The Dungeness B nuclear plant in Kent is to be closed permanently seven years earlier than planned after problems including corrosion rendered it beyond repair.
The decision by EDF, its owner, means that Britain will lose five of its eight nuclear plants within the next three years, removing low-carbon generation capable of supplying ten million homes.
Pro-nuclear groups said that Britain would be forced to rely on gas plants with higher emissions to keep the lights on and warned of an “energy gap” if new reactors were not built.
Dungeness B was capable of powering about two million homes, but it has been offline for maintenance since September 2018 when problems with its pipework were discovered.
EDF has since spent £200 million trying to repair the plant. Although it mended the pipework, it discovered further issues, including corrosion to its boilers, which cannot be replaced.
EDF was repeatedly forced to delay its restart and yesterday said that “new detailed analysis has further highlighted additional station-specific risks within some key components, including parts within the fuel assemblies . . . As a result, EDF has taken a decision not to restart the plant but to move it into the defuelling stage.”
The plant employs about 500 staff and 250 contractors, but EDF said jobs were not at risk at this stage as it would begin defuelling the plant, a process expected to take several years.
EDF, the French state nuclear group, operates all eight of Britain’s nuclear plants, which used to account for about a fifth of energy supplies. That proportion declined in recent years amid safety problems at several plants, including cracks in the graphite cores at Hunterston B and Hinkley Point B that will force both to close by next year, earlier than planned. Two other plants, Heysham 1 and Hartlepool, are due to close by March 2024.

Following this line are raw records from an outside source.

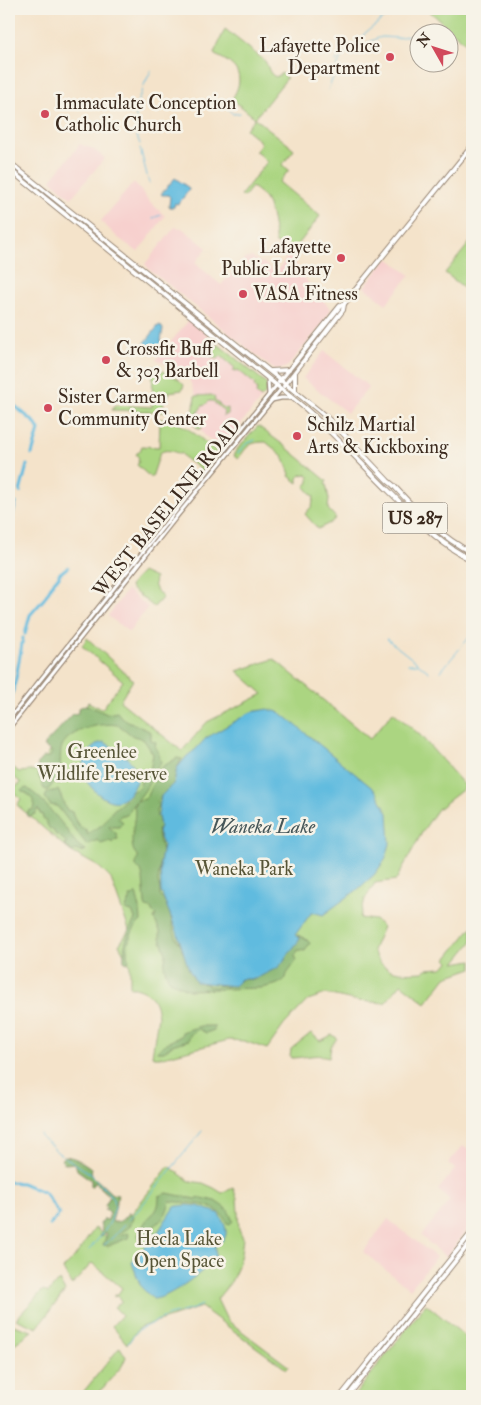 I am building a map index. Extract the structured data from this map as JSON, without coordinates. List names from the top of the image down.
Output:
{
  "streets": {
    "main road": ["WEST BASELINE ROAD", "US 287"]
  },
  "crossings": [
    ["WEST BASELINE ROAD", "US 287"]
  ],
  "water": ["Waneka Lake"],
  "parks": ["Greenlee Wildlife Preserve", "Waneka Park", "Hecla Lake Open Space"],
  "places": [
    "Lafayette Police Department",
    "Immaculate Conception Catholic Church",
    "Lafayette Public Library",
    "VASA Fitness",
    "Crossfit Buff & 303 Barbell",
    "Sister Carmen Community Center",
    "Schilz Martial Arts & Kickboxing"
  ],
  "north": "top left"
}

EDF is building a new nuclear plant at Hinkley Point C, but that has been delayed and is not due to start generating until June 2026. It wants to build another new plant at Sizewell in Suffolk.
Dungeness B started generating in 1983 after a difficult construction that began in 1967. Originally due to close in 2008, the plant’s lifespan was initially extended until 2018 then extended once more to 2028.
Tom Greatrex, chief executive of the Nuclear Industry Association, said that the decision “underscores the urgency of investing in new nuclear capacity to hit net zero”.